OCR(Optical Character Recognition) consists of text localization + text recognition. (text localization finds where the characters are, and text recognition reads the letters.)
You can use this text localizaion model I have studied.
After performing localization, each text area is cropped and used as input for text recognition. An example of text recognition is typically the CRNN
Combining the text detector with a CRNN makes it possible to create an OCR engine that operates end-to-end.
CRNN is a network that combines CNN and RNN to process images containing sequence information such as letters.
It is mainly used for OCR technology and has the following advantages.
- End-to-end learning is possible.
- Sequence data of arbitrary length can be processed because of LSTM which is free in size of input and output sequence.
- There is no need for a detector or cropping technique to find each character one by one.
You can use CRNN for OCR, license plate recognition, text recognition, and so on. It depends on what data you are training.
I used a slightly modified version of the original CRNN model. (Input size : 70x30 -> 128x64 & more CNN Layer)
Extracts features through CNN Layer (VGGNet, ResNet ...).
Splits the features into a certain size and inserts them into the input of the Bidirectional LSTM or GRU.
Conversion of Feature-specific predictions to Label using CTC (Connectionist Temporal Classification).
I used CRNN to recognize catpcha.
I updated the captcha generator for those who lacked captcha pictures.
CRNN works well for license plate recognition as follows.
First, you need a lot of cropped captcha images.
(The captcha 1234 is indicated as "1234.jpg").

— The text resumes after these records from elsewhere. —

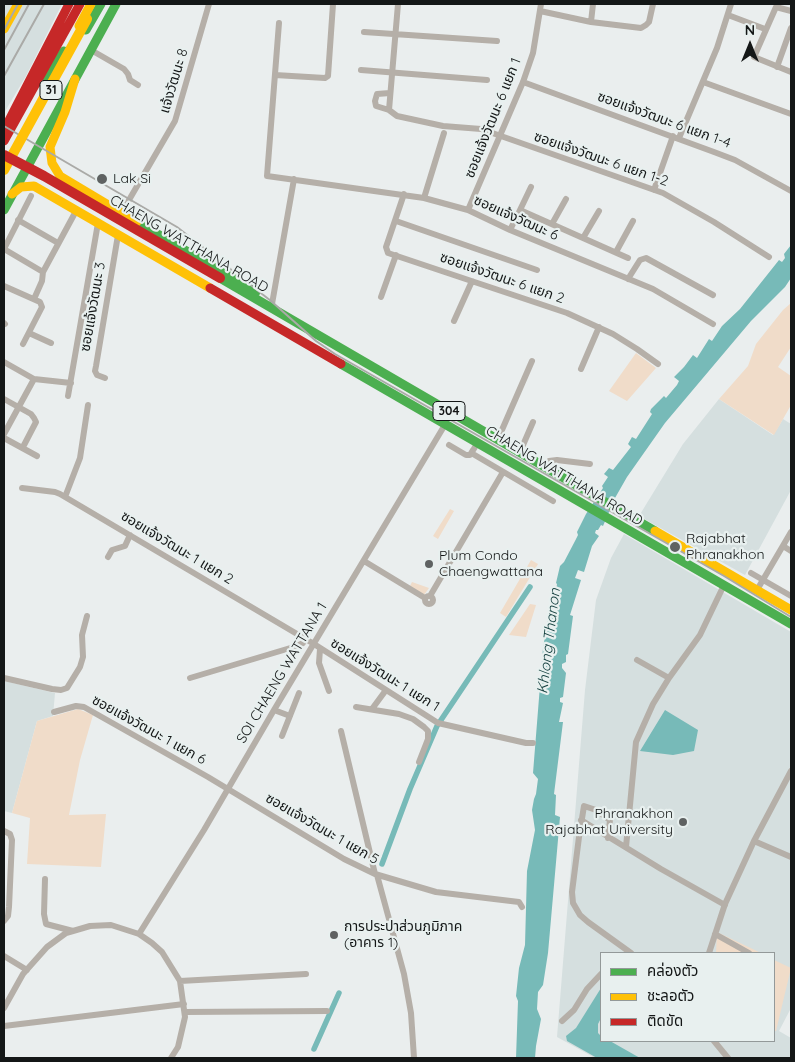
<!DOCTYPE html>
<meta charset="utf-8">
<style>
body{margin:0}
#map{position:relative;width:795px;height:1062px;overflow:hidden;background:#eaeeee;font-family:Quicksand,"Noto Sans Thai",sans-serif}
canvas{display:block}
.frame{position:absolute;inset:0;border:5px solid #141717;pointer-events:none}
.legend{position:absolute;left:600px;top:952px;width:175px;height:90px;box-sizing:border-box;background:#e8f0ef;border:1px solid #939999;margin:0;padding:6px 9px;list-style:none;font-size:15px;color:#141717}
.legend li{display:flex;align-items:center;gap:10px;height:25px}
.legend b{width:25px;border:1px solid #939999}
.north{position:absolute;left:725px;top:20px;width:50px;height:50px;-webkit-text-stroke:4px #e8f0ef;paint-order:stroke;rotate:0deg;font-size:14px;font-weight:700;line-height:20px;text-align:center;color:#141717}
.north::after{content:'';display:block;margin:auto;width:18px;height:22px;background:#141717;clip-path:polygon(50% 0,100% 100%,50% 72%,0 100%)}
</style>
<div id="map">
<canvas width="795" height="1062"></canvas>
<div class="frame"></div>
<ul class="legend">
<li><b style="height:6px;background:#4caf50"></b>คล่องตัว</li>
<li><b style="height:6px;background:#ffc107"></b>ชะลอตัว</li>
<li><b style="height:6px;background:#c62828"></b>ติดขัด</li>
</ul>
<div class="north">N</div>
</div>
<script>
const ctx = document.querySelector('canvas').getContext('2d');
ctx.lineJoin = 'round';
function paint(path, color) {
  ctx.fillStyle = color;
  ctx.fill(path, 'evenodd');
}
function toPath(rows) {
  const path = new Path2D();
  for (const r of rows) {
    if (r.length === 3) {
      path.moveTo(r[0] + r[2], r[1]);
      path.arc(r[0], r[1], r[2], 0, 2 * Math.PI);
      continue;
    }
    path.moveTo(r[0], r[1]);
    for (let i = 2; i < r.length; i += 2) path.lineTo(r[i], r[i + 1]);
  }
  return path;
}
function stroke(path, color, width, dash) {
  ctx.strokeStyle = color;
  ctx.lineWidth = width;
  ctx.lineCap = dash ? 'butt' : 'round';
  ctx.setLineDash(dash || []);
  ctx.stroke(path);
}
function drawText(font, color, halo, rows, align = 'center') {
  ctx.font = font + ' Quicksand,"Noto Sans Thai",sans-serif';
  ctx.lineWidth = 4.5;
  ctx.setLineDash([]);
  ctx.textBaseline = 'middle';
  ctx.strokeStyle = halo;
  ctx.fillStyle = color;
  for (const [text, x, y, turn = 0] of rows) {
    ctx.save();
    ctx.translate(x, y);
    ctx.rotate((+turn || 0) * Math.PI / 180);
    ctx.textAlign = isNaN(turn) ? turn : align;
    if (halo) ctx.strokeText(text, 0, 0);
    ctx.fillText(text, 0, 0);
    ctx.restore();
  }
}
const built = toPath([
 [6,4,62,4,26,76,4,113,4,7],
 [719,399,773,435,783,419,791,424,791,490,745,575,639,516,683,444],
 [624,534,791,632,791,1008,779,1031,791,1038,791,1058,595,1058,557,1037,585,690,596,600,611,558],
 [601,953,774,953,774,1041,601,1041],
 [4,681,55,693,53,716,37,721,12,813,4,811]
]);
const green = toPath([
 [791,303,791,347,778,367,791,376,791,405,774,435,719,399,748,366,756,344,783,310],
 [636,353,656,368,627,401,609,391],
 [450,509,454,511,438,539,433,536],
 [531,560,538,564,506,617,500,613],
 [412,582,429,588,424,595,410,586],
 [530,604,536,605,526,637,509,635],
 [78,709,93,715,80,760,69,815,106,814,101,867,27,864,30,818,12,813,37,721],
 [717,932,761,953,716,953],
 [774,960,791,968,776,1031,774,1031]
]);
const water = toPath([
 [791,245,791,278,785,287,751,321,665,423,627,477,615,498,603,526,601,525,598,530,596,530,595,533,599,536,592,546,584,572,578,570,575,578,581,580,570,615,573,616,568,654,566,655,566,662,562,664,562,668,566,673,563,697,560,698,560,702,563,703,559,722,563,722,554,794,556,795,555,815,560,817,548,953,543,985,538,992,537,1009,541,1019,536,1046,535,1058,516,1058,518,1001,516,996,519,968,525,945,527,871,535,830,532,810,534,799,536,794,538,779,533,773,543,648,551,602,557,602,555,598,557,593,556,591,557,584,556,583,560,566,564,562,575,541,578,535,577,532,586,514,603,488,602,486,608,477,604,474,609,468,613,470,631,447,628,444,632,437,636,439,652,414,650,412,651,409,664,396,666,398,677,385,679,381,674,377,684,367,693,355,697,358,709,339,712,341,722,326,740,309,779,260,782,262,785,258,784,254],
 [665,710,698,730,694,751,673,755,640,751],
 [601,988,601,1018,598,1024,598,1033,601,1036,601,1041,610,1041,640,1058,597,1058,567,1041,566,1036,576,1028]
]);
const canal = toPath([
 [382,864,410,789,437,726,530,587],
 [314,1049,339,993]
]);
const street = toPath([
 [398,4,389,110,397,116,443,126,481,129,663,193,714,222,769,257],
 [540,11,591,22,641,28,646,25,649,22,653,4],
 [791,11,776,7,754,57,791,72],
 [728,15,765,29],
 [591,22,593,4],
 [279,23,267,176,424,198,468,210,510,230,653,289,713,324],
 [364,32,497,41],
 [91,50,124,69,128,74,130,80,138,85],
 [777,67,791,28],
 [361,70,487,80],
 [275,75,325,78,328,76,333,4],
 [523,82,714,152,735,160,791,191],
 [703,82,791,114],
 [389,110,376,106,375,101,377,94,390,93],
 [679,138,717,48,731,4],
 [654,190,673,136],
 [404,194,386,247,388,253,567,313,613,334,637,349,658,364],
 [424,198,444,133],
 [468,210,523,82,533,53,541,4],
 [520,210,531,187],
 [122,212,175,121,209,4],
 [18,220,58,243],
 [396,221,537,270],
 [552,224,566,199],
 [510,230,520,210,628,258],
 [583,238,599,211],
 [4,249,43,272,42,281,34,299],
 [4,249,31,196],
 [616,252,633,221],
 [43,272,76,211],
 [628,279,640,260,646,258,713,295],
 [4,286,40,302,42,307,23,344],
 [381,297,396,255],
 [272,304,294,179],
 [454,321,472,281],
 [4,323,5,324],
 [29,333,51,343],
 [4,362,34,379,71,383],
 [581,369,599,327],
 [105,378,97,375,95,371,96,366,118,235],
 [68,396,98,223],
 [4,399,31,414,34,418,36,422,23,447],
 [4,434,34,379],
 [4,438,37,456],
 [498,439,532,361],
 [478,442,472,452,473,454,553,501],
 [449,445,466,455,470,455,473,450],
 [520,452,533,422],
 [545,467,549,461,557,460,590,464],
 [22,488,55,492,60,494,314,644,438,723,526,743,533,743],
 [65,497,80,458,88,405],
 [783,546,791,551],
 [108,557,112,550,125,546,130,535],
 [364,561,425,598],
 [751,573,791,596],
 [757,590,791,532],
 [429,600,4],
 [430,596,503,472],
 [320,649,319,663,329,691],
 [637,660,669,678],
 [4,678,52,689,61,690,67,688,80,667,83,657,82,635,87,616],
 [190,678,297,646,303,643,305,639],
 [356,707,399,714,413,719,424,727,428,731,428,739,419,762],
 [372,709,386,690],
 [274,710,290,716],
 [54,712,76,706,84,707,208,777,344,859,375,874,436,892,519,902,522,907],
 [341,731,375,874],
 [282,736,299,693],
 [581,820,661,869,725,905],
 [4,831,10,834,12,840,9,907,8,916,4,921],
 [608,838,610,820,596,810,584,806,579,837,572,892,573,903,580,915,588,922,631,953],
 [754,841,791,857],
 [626,847,636,742,653,704,669,678,700,635,724,585],
 [377,875,404,974,411,1013,414,1058],
 [45,879,44,914,46,924,73,931],
 [139,934,204,830,274,710,446,423],
 [715,934,749,953],
 [709,953,725,904,754,841,791,771],
 [4,956,27,970],
 [180,981,306,974],
 [4,1008,23,974,47,947,66,933,73,931,90,926,111,925,139,934,152,943,162,952,180,981,185,1017,178,1047,171,1058],
 [185,1012,327,1011],
 [562,1021,574,1010,587,989,601,974],
 [4,1026,184,1004],
 [714,1041,728,1058]
]);
const fast = toPath([
 [86,30,101,4],
 [43,84,64,51],
 [4,210,116,4],
 [137,222,256,292],
 [220,278,655,531],
 [341,364,791,624]
]);
const slow = toPath([
 [79,26,91,4],
 [4,29,18,4],
 [75,79,65,112,50,147,52,163,60,176,137,222],
 [12,194,21,187,34,186,210,288],
 [655,531,791,610]
]);
const jam = toPath([
 [4,130,69,4],
 [4,141,80,4],
 [210,288,341,364]
]);
const rail = toPath([
 [4,30,18,4],
 [4,50,29,4],
 [4,76,44,4],
 [4,126,177,227,271,301,316,341,335,354,724,576,791,617]
]);
const slowBridge = toPath([
 [4,170,87,19]
]);
const jamBridge = toPath([
 [4,155,44,176,220,278]
]);
const markers = [
 [102,179,6,"#5f6262"],
 [675,547,6,"#5f6262"],
 [429,564,5,"#5f6262"],
 [683,822,5,"#5f6262"],
 [334,935,5,"#5f6262"]
];
const shields = [
 [51,90,22],
 [449,411,32]
];
const shieldNames = [
 ["31",51,90],
 ["304",449,411]
];
const streetNames = [
 ["แจ้งวัฒนะ 8",174,81,-73],
 ["ซอยแจ้งวัฒนะ 6 แยก 1",493,118,-68],
 ["ซอยแจ้งวัฒนะ 6 แยก 1-4",664,120,20],
 ["ซอยแจ้งวัฒนะ 6 แยก 1-2",601,159,19],
 ["ซอยแจ้งวัฒนะ 6",516,218,24],
 ["CHAENG WATTHANA ROAD",189,244,30],
 ["ซอยแจ้งวัฒนะ 6 แยก 2",502,278,19],
 ["ซอยแจ้งวัฒนะ 3",93,307,-80],
 ["CHAENG WATTHANA ROAD",564,476,31],
 ["ซอยแจ้งวัฒนะ 1 แยก 2",177,548,31],
 ["SOI CHAENG WATTANA 1",282,673,-59],
 ["ซอยแจ้งวัฒนะ 1 แยก 1",385,675,32],
 ["ซอยแจ้งวัฒนะ 1 แยก 6",149,730,29],
 ["ซอยแจ้งวัฒนะ 1 แยก 5",322,829,30]
];
const poiNames = [
 ["Lak Si",113,179],
 ["Rajabhat",686,539],
 ["Phranakhon",686,555],
 ["Plum Condo",439,556],
 ["Chaengwattana",439,572],
 ["Phranakhon",673,814,"right"],
 ["Rajabhat University",673,830,"right"],
 ["การประปาส่วนภูมิภาค",344,927],
 ["(อาคาร 1)",344,943]
];
const waterNames = [
 ["Khlong Thanon",549,641,-83]
];
paint(built, '#d5dfdf');
paint(green, '#f0dcc9');
paint(water, '#77bab8');
stroke(canal, '#77bab8', 5.5);
stroke(street, '#b5afa8', 6);
stroke(fast, '#4caf50', 9);
stroke(slow, '#ffc107', 9);
stroke(jam, '#c62828', 9);
stroke(rail, '#aaaaa7', 2);
stroke(slowBridge, '#ffc107', 10);
stroke(jamBridge, '#c62828', 10);
for (const [x, y, r, color] of markers) {
  const dot = new Path2D();
  dot.arc(x, y, r, 0, 2 * Math.PI);
  ctx.fillStyle = color;
  ctx.fill(dot);
  stroke(dot, '#e8f0ef', 2);
}
for (const [x, y, w] of shields) {
  const box = new Path2D();
  box.roundRect(x - w / 2, y - 9.5, w, 19, 4);
  ctx.fillStyle = '#e8f0ef';
  ctx.fill(box);
  stroke(box, '#141717', 1);
}
drawText('bold 12px', '#141717', null, shieldNames);
drawText('14px', '#141717', '#e8f0ef', streetNames);
drawText('14px', '#141717', '#e8f0ef', poiNames, 'left');
drawText('italic 15px', '#174241', '#e8f0ef', waterNames);
</script>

After creating training data in this way, put it in 'DB/train' directory and run training.py.
os : Ubuntu 16.04.4 LTS
GPU : Telas V100 (16GB)
Python : 3.6.5
Tensorflow : 1.9.0
Keras : 2.1.3
CUDA, CUDNN : 9.0, 7.0
File | Description |
---|---|
Model .py | Network using CNN (VGG) + Bidirectional LSTM |
Model_GRU. py | Network using CNN (VGG) + Bidirectional GRU |
Image_Generator. py | Image batch generator for training |
parameter. py | Parameters used in CRNN |
training. py | CRNN training |
Prediction. py | CRNN prediction |